> **Work required**:
Output each entry verbatim and exclude every picture from it.
··· Records for processing ···
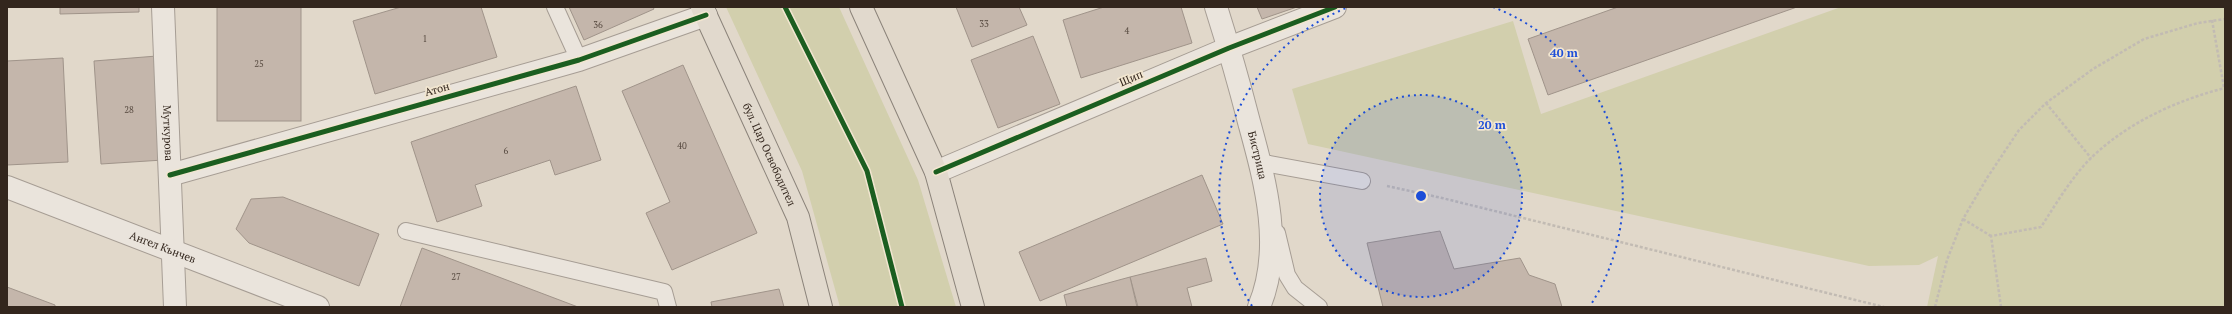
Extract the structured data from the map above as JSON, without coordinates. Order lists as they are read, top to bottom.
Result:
{
  "streets": {
    "main road": ["бул. Цар Освободител"],
    "street": [
      "Щип",
      "Атон",
      "Муткурова",
      "Бистрица",
      "Ангел Кънчев"
    ]
  },
  "crossings": [
    ["Щип", "Бистрица"],
    ["Атон", "Муткурова"],
    ["Атон", "бул. Цар Освободител"],
    ["Муткурова", "Ангел Кънчев"]
  ],
  "house_numbers": [
    "33",
    "36",
    "4",
    "1",
    "25",
    "28",
    "40",
    "6",
    "27"
  ],
  "rings": ["40 m", "20 m"]
}
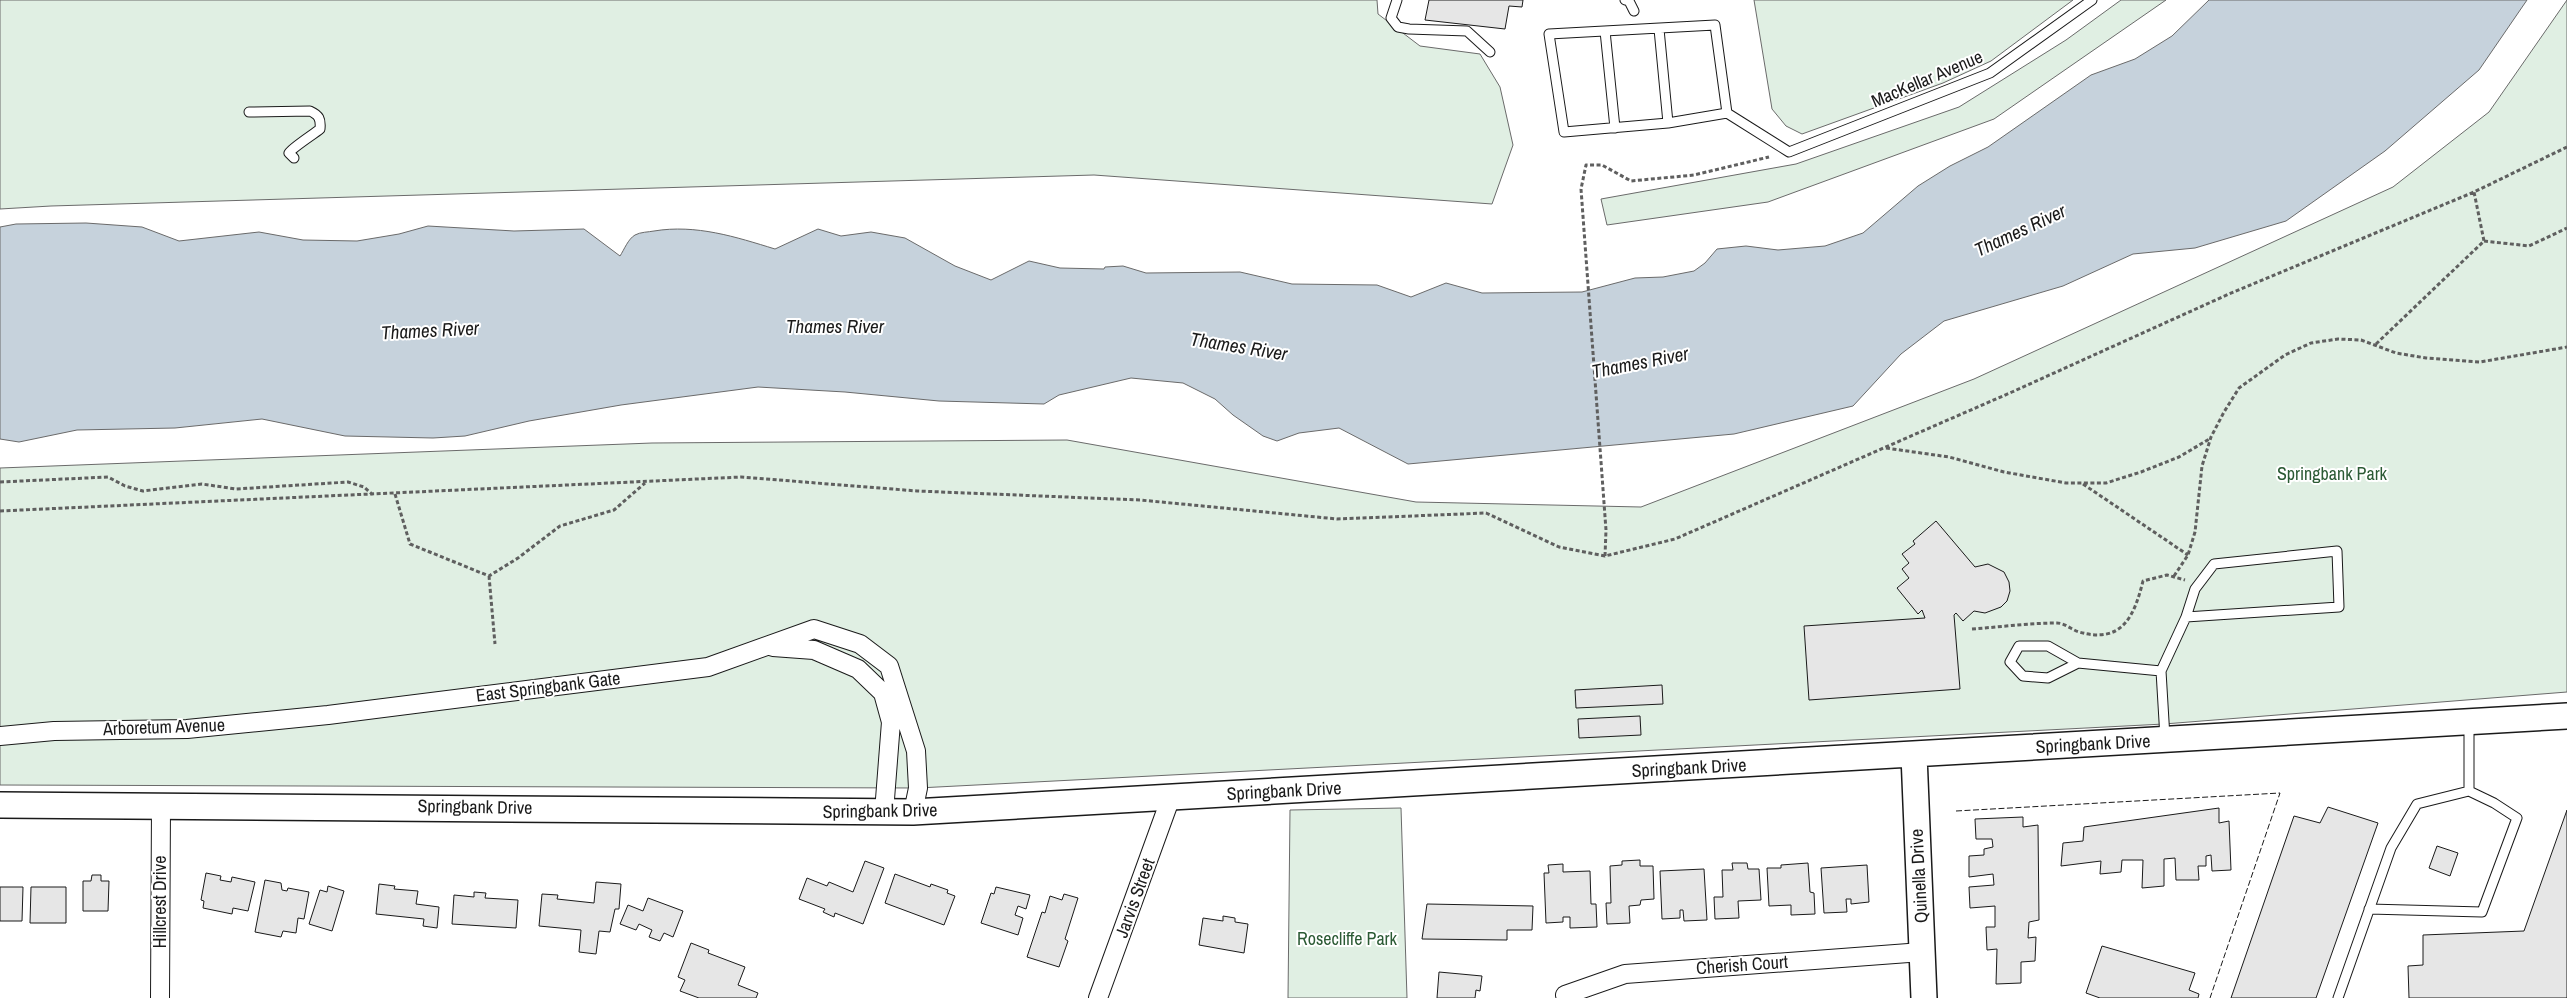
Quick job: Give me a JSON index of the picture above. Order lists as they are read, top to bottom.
{
  "streets": {
    "main road": ["Springbank Drive", "Quinella Drive"],
    "street": [
      "East Springbank Gate",
      "Arboretum Avenue",
      "Jarvis Street",
      "Hillcrest Drive",
      "Cherish Court"
    ],
    "lane": ["MacKellar Avenue"]
  },
  "crossings": [
    ["East Springbank Gate", "Arboretum Avenue"],
    ["East Springbank Gate", "Springbank Drive"],
    ["Springbank Drive", "Quinella Drive"],
    ["Springbank Drive", "Jarvis Street"],
    ["Springbank Drive", "Hillcrest Drive"],
    ["Quinella Drive", "Cherish Court"]
  ],
  "water": ["Thames River"],
  "parks": ["Springbank Park", "Rosecliffe Park"]
}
···
> **Result below**:
Extract the structured data from the map above as JSON, without coordinates. Order lists as they are read, top to bottom.
Result:
{
  "streets": {
    "main road": ["бул. Цар Освободител"],
    "street": [
      "Щип",
      "Атон",
      "Муткурова",
      "Бистрица",
      "Ангел Кънчев"
    ]
  },
  "crossings": [
    ["Щип", "Бистрица"],
    ["Атон", "Муткурова"],
    ["Атон", "бул. Цар Освободител"],
    ["Муткурова", "Ангел Кънчев"]
  ],
  "house_numbers": [
    "33",
    "36",
    "4",
    "1",
    "25",
    "28",
    "40",
    "6",
    "27"
  ],
  "rings": ["40 m", "20 m"]
}
Quick job: Give me a JSON index of the picture above. Order lists as they are read, top to bottom.
{
  "streets": {
    "main road": ["Springbank Drive", "Quinella Drive"],
    "street": [
      "East Springbank Gate",
      "Arboretum Avenue",
      "Jarvis Street",
      "Hillcrest Drive",
      "Cherish Court"
    ],
    "lane": ["MacKellar Avenue"]
  },
  "crossings": [
    ["East Springbank Gate", "Arboretum Avenue"],
    ["East Springbank Gate", "Springbank Drive"],
    ["Springbank Drive", "Quinella Drive"],
    ["Springbank Drive", "Jarvis Street"],
    ["Springbank Drive", "Hillcrest Drive"],
    ["Quinella Drive", "Cherish Court"]
  ],
  "water": ["Thames River"],
  "parks": ["Springbank Park", "Rosecliffe Park"]
}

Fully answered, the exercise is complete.